Start of Material supplied
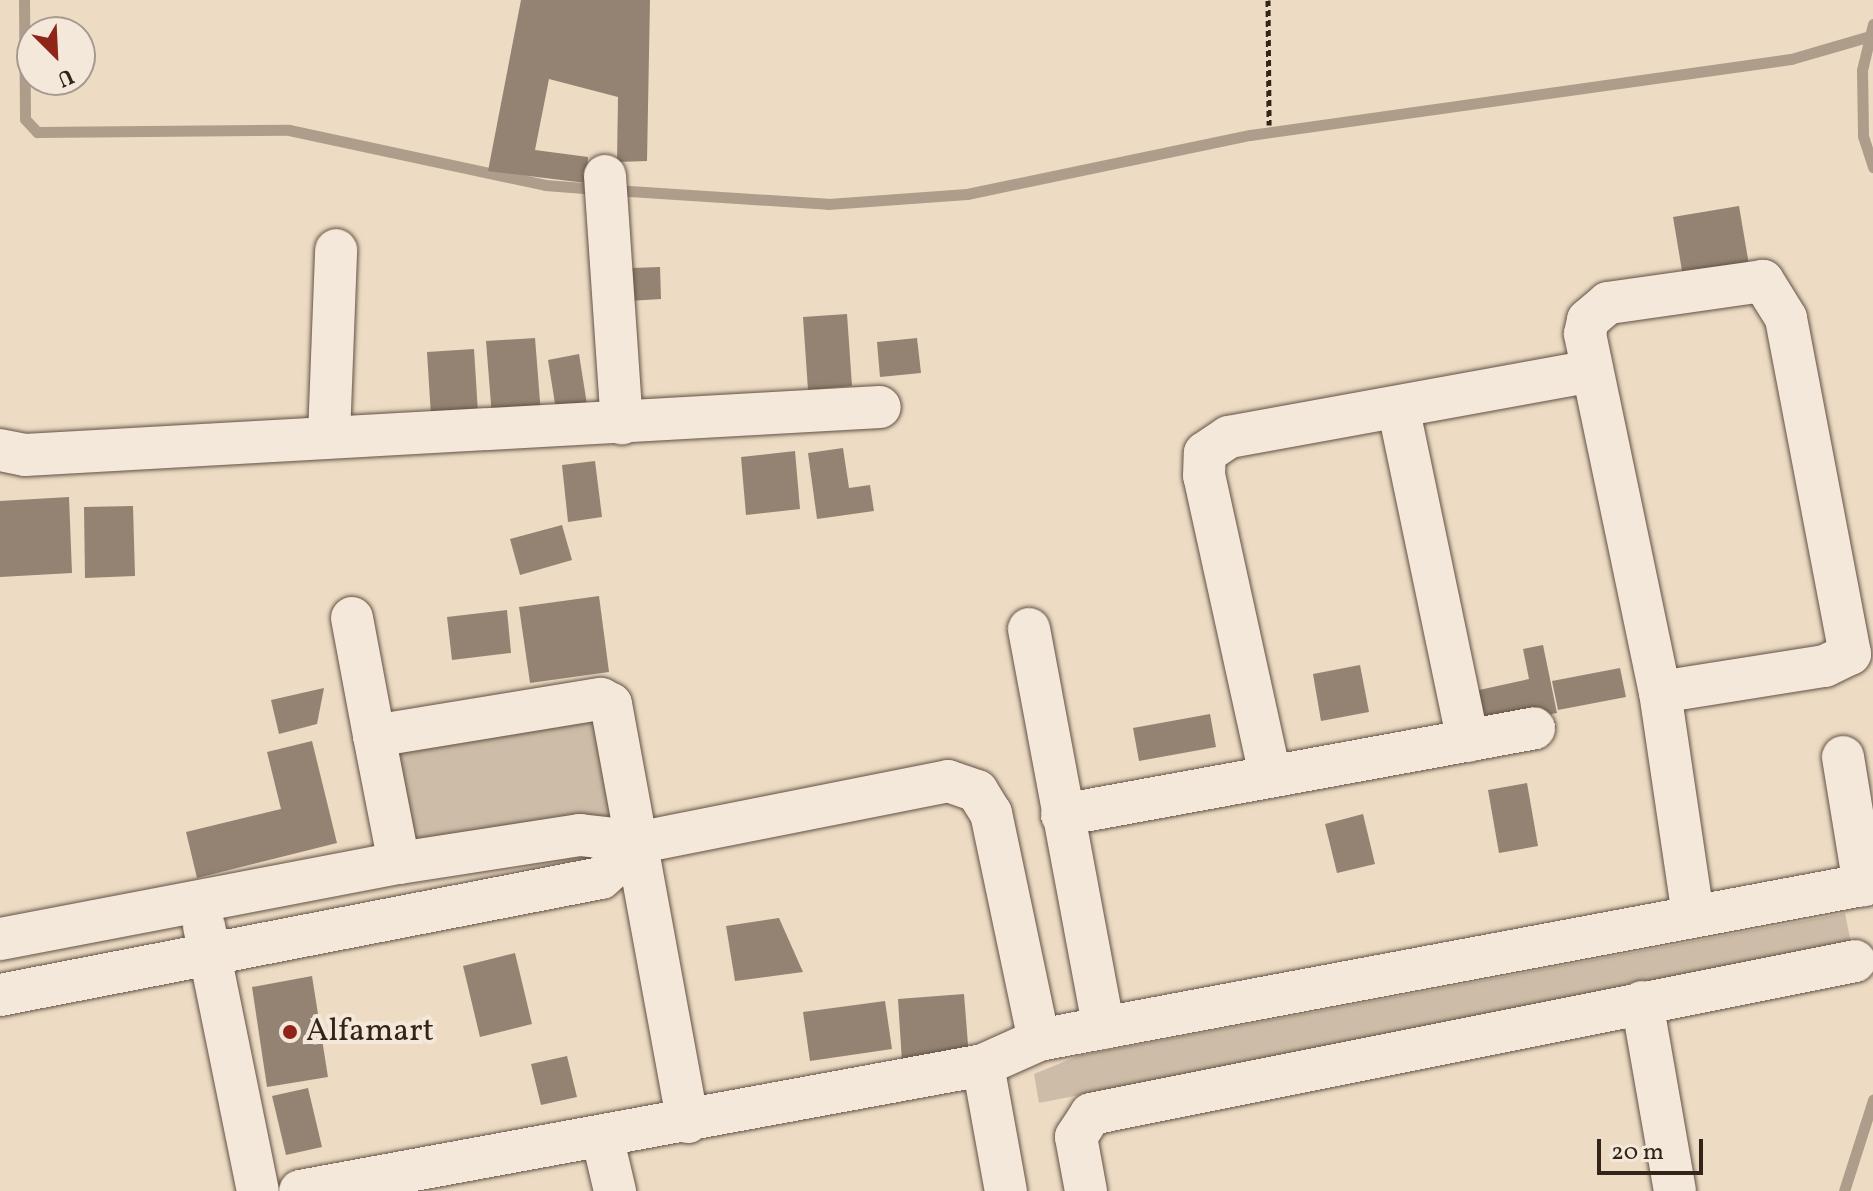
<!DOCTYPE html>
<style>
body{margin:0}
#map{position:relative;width:1873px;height:1191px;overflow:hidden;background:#eddbc4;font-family:Vollkorn,serif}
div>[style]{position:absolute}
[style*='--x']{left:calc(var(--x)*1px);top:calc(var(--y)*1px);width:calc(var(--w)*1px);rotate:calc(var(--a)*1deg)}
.green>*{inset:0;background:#cdbca7}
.stream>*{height:11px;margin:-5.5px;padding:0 5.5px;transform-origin:5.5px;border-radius:5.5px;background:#ae9d8a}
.building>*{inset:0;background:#948372}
.path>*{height:5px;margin-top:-2.5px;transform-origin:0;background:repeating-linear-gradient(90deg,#332419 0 6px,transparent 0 10px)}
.roads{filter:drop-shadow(0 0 2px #625244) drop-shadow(0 0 2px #625244)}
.minor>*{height:42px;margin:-21px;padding:0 21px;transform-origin:21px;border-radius:21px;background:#f3e8d9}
.dots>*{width:22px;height:22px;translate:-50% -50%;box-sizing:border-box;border:4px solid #f3e8d9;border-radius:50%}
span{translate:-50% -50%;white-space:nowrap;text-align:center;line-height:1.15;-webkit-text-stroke:8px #f3e8d9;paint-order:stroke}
.poi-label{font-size:32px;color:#332419}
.left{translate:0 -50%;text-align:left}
.north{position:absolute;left:16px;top:16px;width:80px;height:80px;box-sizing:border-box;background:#f3e8d9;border:2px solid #a69a8c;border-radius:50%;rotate:156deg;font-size:22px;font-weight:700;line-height:32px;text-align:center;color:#332419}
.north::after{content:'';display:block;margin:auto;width:28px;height:36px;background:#8f2418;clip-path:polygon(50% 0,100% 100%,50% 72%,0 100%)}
.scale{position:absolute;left:1597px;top:1139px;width:106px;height:36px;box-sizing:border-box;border:4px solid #332419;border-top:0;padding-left:10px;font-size:24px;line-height:28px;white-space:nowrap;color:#332419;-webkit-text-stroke:6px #f3e8d9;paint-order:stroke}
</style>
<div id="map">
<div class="green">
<i style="clip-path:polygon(595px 719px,610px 816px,410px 847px,393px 748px)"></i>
<i style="clip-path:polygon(1845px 913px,1851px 943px,1039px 1103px,1034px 1074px,1078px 1056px)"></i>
</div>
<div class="stream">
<i style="--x:24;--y:0;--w:119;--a:89.5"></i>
<i style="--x:25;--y:119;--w:18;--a:47"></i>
<i style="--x:37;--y:132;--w:252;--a:-0.5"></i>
<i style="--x:289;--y:130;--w:262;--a:12.1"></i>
<i style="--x:545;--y:185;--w:52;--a:4.4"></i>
<i style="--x:1873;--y:24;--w:47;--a:103.4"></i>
<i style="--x:1862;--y:70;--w:66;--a:89.1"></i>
<i style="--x:1863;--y:136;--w:33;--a:72"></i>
<i style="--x:614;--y:190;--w:214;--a:3.7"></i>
<i style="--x:828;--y:204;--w:139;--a:-4.1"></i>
<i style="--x:967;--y:194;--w:289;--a:-11.8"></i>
<i style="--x:1250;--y:135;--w:546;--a:-8"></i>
<i style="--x:1791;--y:59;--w:82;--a:-16.2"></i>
<i style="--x:1844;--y:1191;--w:96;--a:-72.3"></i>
</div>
<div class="building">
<i style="clip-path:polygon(521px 0,650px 0,647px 161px,617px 162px,618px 97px,549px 79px,535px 150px,588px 157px,586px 183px,488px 171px)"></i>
<i style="clip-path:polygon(1739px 206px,1749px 265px,1683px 277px,1673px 217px)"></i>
<i style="clip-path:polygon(660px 267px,661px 299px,629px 301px,631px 268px)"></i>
<i style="clip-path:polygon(847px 314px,852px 386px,808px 390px,803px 317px)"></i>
<i style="clip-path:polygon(535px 338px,541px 414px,492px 417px,486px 341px)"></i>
<i style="clip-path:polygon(917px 338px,921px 373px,880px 377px,877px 342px)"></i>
<i style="clip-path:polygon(474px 349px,478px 413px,431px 416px,427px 352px)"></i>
<i style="clip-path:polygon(579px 354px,588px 411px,557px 416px,548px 360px)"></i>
<i style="clip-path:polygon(843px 448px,849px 488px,870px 485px,874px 511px,817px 519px,808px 453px)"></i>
<i style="clip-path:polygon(795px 451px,800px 509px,746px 515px,741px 457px)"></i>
<i style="clip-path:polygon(595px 461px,602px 517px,568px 522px,562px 465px)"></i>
<i style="clip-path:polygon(69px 497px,72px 573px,0 577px,0 501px)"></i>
<i style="clip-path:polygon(133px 506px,135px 576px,85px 578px,84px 507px)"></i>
<i style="clip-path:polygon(562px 525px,572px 560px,520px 575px,510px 539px)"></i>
<i style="clip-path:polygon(599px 596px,609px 672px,530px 683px,519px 607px)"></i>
<i style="clip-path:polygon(507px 610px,511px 653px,452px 660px,447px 617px)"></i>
<i style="clip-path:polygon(1543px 645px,1557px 713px,1477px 729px,1470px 692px,1529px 679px,1523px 649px)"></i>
<i style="clip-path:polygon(1360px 665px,1369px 712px,1321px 721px,1313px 674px)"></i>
<i style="clip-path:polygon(1620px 668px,1626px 697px,1558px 710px,1552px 681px)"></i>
<i style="clip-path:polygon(324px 688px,317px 724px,279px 734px,271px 700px)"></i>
<i style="clip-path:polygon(1210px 714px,1216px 747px,1139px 761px,1133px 728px)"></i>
<i style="clip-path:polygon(312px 741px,337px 843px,197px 878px,186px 832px,281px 809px,267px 752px)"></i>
<i style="clip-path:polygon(1527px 783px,1538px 846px,1499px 853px,1488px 790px)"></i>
<i style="clip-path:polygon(1363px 814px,1375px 864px,1337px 873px,1325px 824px)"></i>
<i style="clip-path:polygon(779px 918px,803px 972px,735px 981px,726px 926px)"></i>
<i style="clip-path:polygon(515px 953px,532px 1024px,480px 1037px,463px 966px)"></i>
<i style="clip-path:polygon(312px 976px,328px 1077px,267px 1087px,252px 987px)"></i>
<i style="clip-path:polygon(964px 994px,969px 1057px,902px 1062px,898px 999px)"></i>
<i style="clip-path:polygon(885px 1001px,892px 1049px,810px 1061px,803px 1012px)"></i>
<i style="clip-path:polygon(567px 1056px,577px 1097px,541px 1105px,531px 1064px)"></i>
<i style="clip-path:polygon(308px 1088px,322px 1147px,286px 1155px,272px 1096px)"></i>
</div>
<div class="path">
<i style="--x:1268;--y:0;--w:125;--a:89.5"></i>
</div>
<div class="roads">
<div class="minor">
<i style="--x:605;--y:176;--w:248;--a:86.1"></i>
<i style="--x:1399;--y:411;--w:337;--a:78.2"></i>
<i style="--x:329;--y:436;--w:186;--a:-87.8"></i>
<i style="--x:0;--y:450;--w:25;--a:11"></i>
<i style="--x:25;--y:455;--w:856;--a:-3.21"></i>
<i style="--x:352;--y:618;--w:120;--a:79.4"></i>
<i style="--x:1029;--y:629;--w:406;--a:79.4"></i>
<i style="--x:1660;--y:692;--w:167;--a:-9"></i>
<i style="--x:1825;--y:666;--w:28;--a:-26"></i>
<i style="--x:1850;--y:654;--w:342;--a:-100.8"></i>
<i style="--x:1786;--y:318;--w:44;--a:-121.9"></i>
<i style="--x:1763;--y:281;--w:157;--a:171.9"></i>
<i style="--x:1608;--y:303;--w:26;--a:140"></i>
<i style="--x:1588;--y:320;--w:14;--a:102"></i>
<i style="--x:1585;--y:334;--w:366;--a:78.2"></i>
<i style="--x:1660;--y:692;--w:225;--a:81.6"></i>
<i style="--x:1843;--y:757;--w:130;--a:80.7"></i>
<i style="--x:1270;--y:775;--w:306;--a:-102.4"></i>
<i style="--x:1204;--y:476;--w:23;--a:-88"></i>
<i style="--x:1205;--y:453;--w:29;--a:-34"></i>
<i style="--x:1229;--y:437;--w:369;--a:-10.3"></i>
<i style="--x:1062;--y:815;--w:480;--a:-10.4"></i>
<i style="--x:399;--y:863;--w:129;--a:-101.1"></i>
<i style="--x:374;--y:736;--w:230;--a:-9.3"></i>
<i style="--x:601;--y:699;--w:11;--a:27"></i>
<i style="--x:611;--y:704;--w:425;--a:79.6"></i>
<i style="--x:204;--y:926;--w:270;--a:78.5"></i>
<i style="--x:0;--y:939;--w:406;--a:-10.8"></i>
<i style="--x:399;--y:863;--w:183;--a:-8.8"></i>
<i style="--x:580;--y:835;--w:61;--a:6.5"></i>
<i style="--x:641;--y:842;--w:313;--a:-11.2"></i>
<i style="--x:948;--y:781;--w:31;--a:19"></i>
<i style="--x:977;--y:791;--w:26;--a:58"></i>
<i style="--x:991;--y:813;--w:232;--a:78.1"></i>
<i style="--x:0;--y:995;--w:612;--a:-11.02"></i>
<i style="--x:601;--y:878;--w:54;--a:-42"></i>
<i style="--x:1642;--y:1002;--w:192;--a:80.1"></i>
<i style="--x:983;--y:1065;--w:128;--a:79.7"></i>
<i style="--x:602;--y:1136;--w:57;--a:76.7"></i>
<i style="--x:300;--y:1191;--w:695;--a:-10.45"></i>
<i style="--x:983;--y:1065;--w:61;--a:-24.1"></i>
<i style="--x:1039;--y:1040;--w:849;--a:-10.66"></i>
<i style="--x:1086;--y:1191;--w:55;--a:-100.5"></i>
<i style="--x:1076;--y:1137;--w:27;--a:-57"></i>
<i style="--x:1091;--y:1114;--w:779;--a:-11.32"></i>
</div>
</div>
<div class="dots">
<i style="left:290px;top:1032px;background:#8f2418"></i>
</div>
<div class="poi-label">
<span class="left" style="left:306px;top:1032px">Alfamart</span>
</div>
<div class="north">U</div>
<div class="scale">20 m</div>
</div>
End of Material supplied
### [The problem]
Wherever the string "stream" shows up in the material, copy the line that holds it.

### [Exercise solution]
.stream>*{height:11px;margin:-5.5px;padding:0 5.5px;transform-origin:5.5px;border-radius:5.5px;background:#ae9d8a}
<div class="stream">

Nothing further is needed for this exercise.